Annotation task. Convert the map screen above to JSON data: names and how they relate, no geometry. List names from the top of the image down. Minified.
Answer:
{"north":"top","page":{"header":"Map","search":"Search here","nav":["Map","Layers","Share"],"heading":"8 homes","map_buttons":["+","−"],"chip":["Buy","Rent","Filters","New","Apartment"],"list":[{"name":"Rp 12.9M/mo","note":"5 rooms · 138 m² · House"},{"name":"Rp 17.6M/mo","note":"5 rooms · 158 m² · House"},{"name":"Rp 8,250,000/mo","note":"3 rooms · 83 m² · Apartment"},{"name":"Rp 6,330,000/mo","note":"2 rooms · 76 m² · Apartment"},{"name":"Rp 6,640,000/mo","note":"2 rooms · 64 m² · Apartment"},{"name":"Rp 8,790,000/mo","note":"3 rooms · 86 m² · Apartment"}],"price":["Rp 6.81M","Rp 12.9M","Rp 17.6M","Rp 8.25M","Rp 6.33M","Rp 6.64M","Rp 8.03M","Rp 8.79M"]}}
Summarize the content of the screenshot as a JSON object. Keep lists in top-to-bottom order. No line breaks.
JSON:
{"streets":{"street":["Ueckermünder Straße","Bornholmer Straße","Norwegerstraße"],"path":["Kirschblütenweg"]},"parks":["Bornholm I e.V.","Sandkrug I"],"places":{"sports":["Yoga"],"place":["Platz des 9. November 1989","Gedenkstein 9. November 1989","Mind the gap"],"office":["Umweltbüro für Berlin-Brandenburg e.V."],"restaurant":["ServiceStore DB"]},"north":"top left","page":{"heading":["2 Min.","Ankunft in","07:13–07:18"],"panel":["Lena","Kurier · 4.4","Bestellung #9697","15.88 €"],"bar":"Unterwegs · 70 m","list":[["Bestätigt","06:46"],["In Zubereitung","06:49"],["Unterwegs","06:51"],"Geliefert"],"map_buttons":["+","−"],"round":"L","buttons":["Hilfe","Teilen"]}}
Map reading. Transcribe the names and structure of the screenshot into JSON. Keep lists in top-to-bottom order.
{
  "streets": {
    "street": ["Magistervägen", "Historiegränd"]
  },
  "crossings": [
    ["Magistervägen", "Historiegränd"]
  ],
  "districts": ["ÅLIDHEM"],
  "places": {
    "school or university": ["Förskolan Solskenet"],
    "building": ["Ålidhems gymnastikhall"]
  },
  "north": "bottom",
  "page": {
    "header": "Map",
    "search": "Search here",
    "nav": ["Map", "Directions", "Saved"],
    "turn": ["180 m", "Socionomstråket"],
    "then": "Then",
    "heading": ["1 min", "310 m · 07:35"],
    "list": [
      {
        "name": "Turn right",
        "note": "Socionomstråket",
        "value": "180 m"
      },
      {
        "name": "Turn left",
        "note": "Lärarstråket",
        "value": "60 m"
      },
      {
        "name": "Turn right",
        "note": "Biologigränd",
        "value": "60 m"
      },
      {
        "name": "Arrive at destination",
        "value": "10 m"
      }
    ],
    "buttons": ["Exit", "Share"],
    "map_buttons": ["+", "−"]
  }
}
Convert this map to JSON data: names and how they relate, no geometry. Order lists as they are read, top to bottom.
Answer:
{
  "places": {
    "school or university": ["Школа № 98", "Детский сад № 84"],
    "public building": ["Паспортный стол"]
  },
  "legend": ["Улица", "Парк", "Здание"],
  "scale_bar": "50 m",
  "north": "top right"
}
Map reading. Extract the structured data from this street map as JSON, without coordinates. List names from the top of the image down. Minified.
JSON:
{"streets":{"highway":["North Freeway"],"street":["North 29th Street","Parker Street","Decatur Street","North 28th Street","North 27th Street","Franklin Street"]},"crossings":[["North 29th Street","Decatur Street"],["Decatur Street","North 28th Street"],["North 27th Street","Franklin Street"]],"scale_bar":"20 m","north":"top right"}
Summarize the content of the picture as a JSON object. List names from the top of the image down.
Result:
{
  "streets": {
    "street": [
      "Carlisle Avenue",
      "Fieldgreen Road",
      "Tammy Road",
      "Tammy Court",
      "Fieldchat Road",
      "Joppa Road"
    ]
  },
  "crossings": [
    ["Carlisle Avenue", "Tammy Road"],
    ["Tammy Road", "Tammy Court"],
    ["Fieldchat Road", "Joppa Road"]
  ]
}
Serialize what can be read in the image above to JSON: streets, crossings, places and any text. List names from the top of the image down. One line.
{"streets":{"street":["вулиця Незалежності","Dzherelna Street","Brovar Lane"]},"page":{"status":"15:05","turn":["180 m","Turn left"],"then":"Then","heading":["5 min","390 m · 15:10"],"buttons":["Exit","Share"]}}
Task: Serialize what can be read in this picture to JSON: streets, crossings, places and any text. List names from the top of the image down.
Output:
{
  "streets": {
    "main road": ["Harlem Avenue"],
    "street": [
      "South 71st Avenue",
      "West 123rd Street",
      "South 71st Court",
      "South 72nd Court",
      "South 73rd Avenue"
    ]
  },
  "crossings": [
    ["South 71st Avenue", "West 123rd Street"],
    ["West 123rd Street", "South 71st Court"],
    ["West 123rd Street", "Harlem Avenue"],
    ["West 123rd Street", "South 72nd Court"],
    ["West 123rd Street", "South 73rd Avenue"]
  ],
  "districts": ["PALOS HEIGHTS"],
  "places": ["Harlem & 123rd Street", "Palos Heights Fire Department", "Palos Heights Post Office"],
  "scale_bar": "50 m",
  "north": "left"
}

.....

▸ TASK: Exactly as they stand above, repeat all the records.

▸ REPLY TO THE EXERCISE:
Annotation task. Convert the map screen above to JSON data: names and how they relate, no geometry. List names from the top of the image down. Minified.
Answer:
{"north":"top","page":{"header":"Map","search":"Search here","nav":["Map","Layers","Share"],"heading":"8 homes","map_buttons":["+","−"],"chip":["Buy","Rent","Filters","New","Apartment"],"list":[{"name":"Rp 12.9M/mo","note":"5 rooms · 138 m² · House"},{"name":"Rp 17.6M/mo","note":"5 rooms · 158 m² · House"},{"name":"Rp 8,250,000/mo","note":"3 rooms · 83 m² · Apartment"},{"name":"Rp 6,330,000/mo","note":"2 rooms · 76 m² · Apartment"},{"name":"Rp 6,640,000/mo","note":"2 rooms · 64 m² · Apartment"},{"name":"Rp 8,790,000/mo","note":"3 rooms · 86 m² · Apartment"}],"price":["Rp 6.81M","Rp 12.9M","Rp 17.6M","Rp 8.25M","Rp 6.33M","Rp 6.64M","Rp 8.03M","Rp 8.79M"]}}
Summarize the content of the screenshot as a JSON object. Keep lists in top-to-bottom order. No line breaks.
JSON:
{"streets":{"street":["Ueckermünder Straße","Bornholmer Straße","Norwegerstraße"],"path":["Kirschblütenweg"]},"parks":["Bornholm I e.V.","Sandkrug I"],"places":{"sports":["Yoga"],"place":["Platz des 9. November 1989","Gedenkstein 9. November 1989","Mind the gap"],"office":["Umweltbüro für Berlin-Brandenburg e.V."],"restaurant":["ServiceStore DB"]},"north":"top left","page":{"heading":["2 Min.","Ankunft in","07:13–07:18"],"panel":["Lena","Kurier · 4.4","Bestellung #9697","15.88 €"],"bar":"Unterwegs · 70 m","list":[["Bestätigt","06:46"],["In Zubereitung","06:49"],["Unterwegs","06:51"],"Geliefert"],"map_buttons":["+","−"],"round":"L","buttons":["Hilfe","Teilen"]}}
Map reading. Transcribe the names and structure of the screenshot into JSON. Keep lists in top-to-bottom order.
{
  "streets": {
    "street": ["Magistervägen", "Historiegränd"]
  },
  "crossings": [
    ["Magistervägen", "Historiegränd"]
  ],
  "districts": ["ÅLIDHEM"],
  "places": {
    "school or university": ["Förskolan Solskenet"],
    "building": ["Ålidhems gymnastikhall"]
  },
  "north": "bottom",
  "page": {
    "header": "Map",
    "search": "Search here",
    "nav": ["Map", "Directions", "Saved"],
    "turn": ["180 m", "Socionomstråket"],
    "then": "Then",
    "heading": ["1 min", "310 m · 07:35"],
    "list": [
      {
        "name": "Turn right",
        "note": "Socionomstråket",
        "value": "180 m"
      },
      {
        "name": "Turn left",
        "note": "Lärarstråket",
        "value": "60 m"
      },
      {
        "name": "Turn right",
        "note": "Biologigränd",
        "value": "60 m"
      },
      {
        "name": "Arrive at destination",
        "value": "10 m"
      }
    ],
    "buttons": ["Exit", "Share"],
    "map_buttons": ["+", "−"]
  }
}
Convert this map to JSON data: names and how they relate, no geometry. Order lists as they are read, top to bottom.
Answer:
{
  "places": {
    "school or university": ["Школа № 98", "Детский сад № 84"],
    "public building": ["Паспортный стол"]
  },
  "legend": ["Улица", "Парк", "Здание"],
  "scale_bar": "50 m",
  "north": "top right"
}
Map reading. Extract the structured data from this street map as JSON, without coordinates. List names from the top of the image down. Minified.
JSON:
{"streets":{"highway":["North Freeway"],"street":["North 29th Street","Parker Street","Decatur Street","North 28th Street","North 27th Street","Franklin Street"]},"crossings":[["North 29th Street","Decatur Street"],["Decatur Street","North 28th Street"],["North 27th Street","Franklin Street"]],"scale_bar":"20 m","north":"top right"}
Summarize the content of the picture as a JSON object. List names from the top of the image down.
Result:
{
  "streets": {
    "street": [
      "Carlisle Avenue",
      "Fieldgreen Road",
      "Tammy Road",
      "Tammy Court",
      "Fieldchat Road",
      "Joppa Road"
    ]
  },
  "crossings": [
    ["Carlisle Avenue", "Tammy Road"],
    ["Tammy Road", "Tammy Court"],
    ["Fieldchat Road", "Joppa Road"]
  ]
}
Serialize what can be read in the image above to JSON: streets, crossings, places and any text. List names from the top of the image down. One line.
{"streets":{"street":["вулиця Незалежності","Dzherelna Street","Brovar Lane"]},"page":{"status":"15:05","turn":["180 m","Turn left"],"then":"Then","heading":["5 min","390 m · 15:10"],"buttons":["Exit","Share"]}}
Task: Serialize what can be read in this picture to JSON: streets, crossings, places and any text. List names from the top of the image down.
Output:
{
  "streets": {
    "main road": ["Harlem Avenue"],
    "street": [
      "South 71st Avenue",
      "West 123rd Street",
      "South 71st Court",
      "South 72nd Court",
      "South 73rd Avenue"
    ]
  },
  "crossings": [
    ["South 71st Avenue", "West 123rd Street"],
    ["West 123rd Street", "South 71st Court"],
    ["West 123rd Street", "Harlem Avenue"],
    ["West 123rd Street", "South 72nd Court"],
    ["West 123rd Street", "South 73rd Avenue"]
  ],
  "districts": ["PALOS HEIGHTS"],
  "places": ["Harlem & 123rd Street", "Palos Heights Fire Department", "Palos Heights Post Office"],
  "scale_bar": "50 m",
  "north": "left"
}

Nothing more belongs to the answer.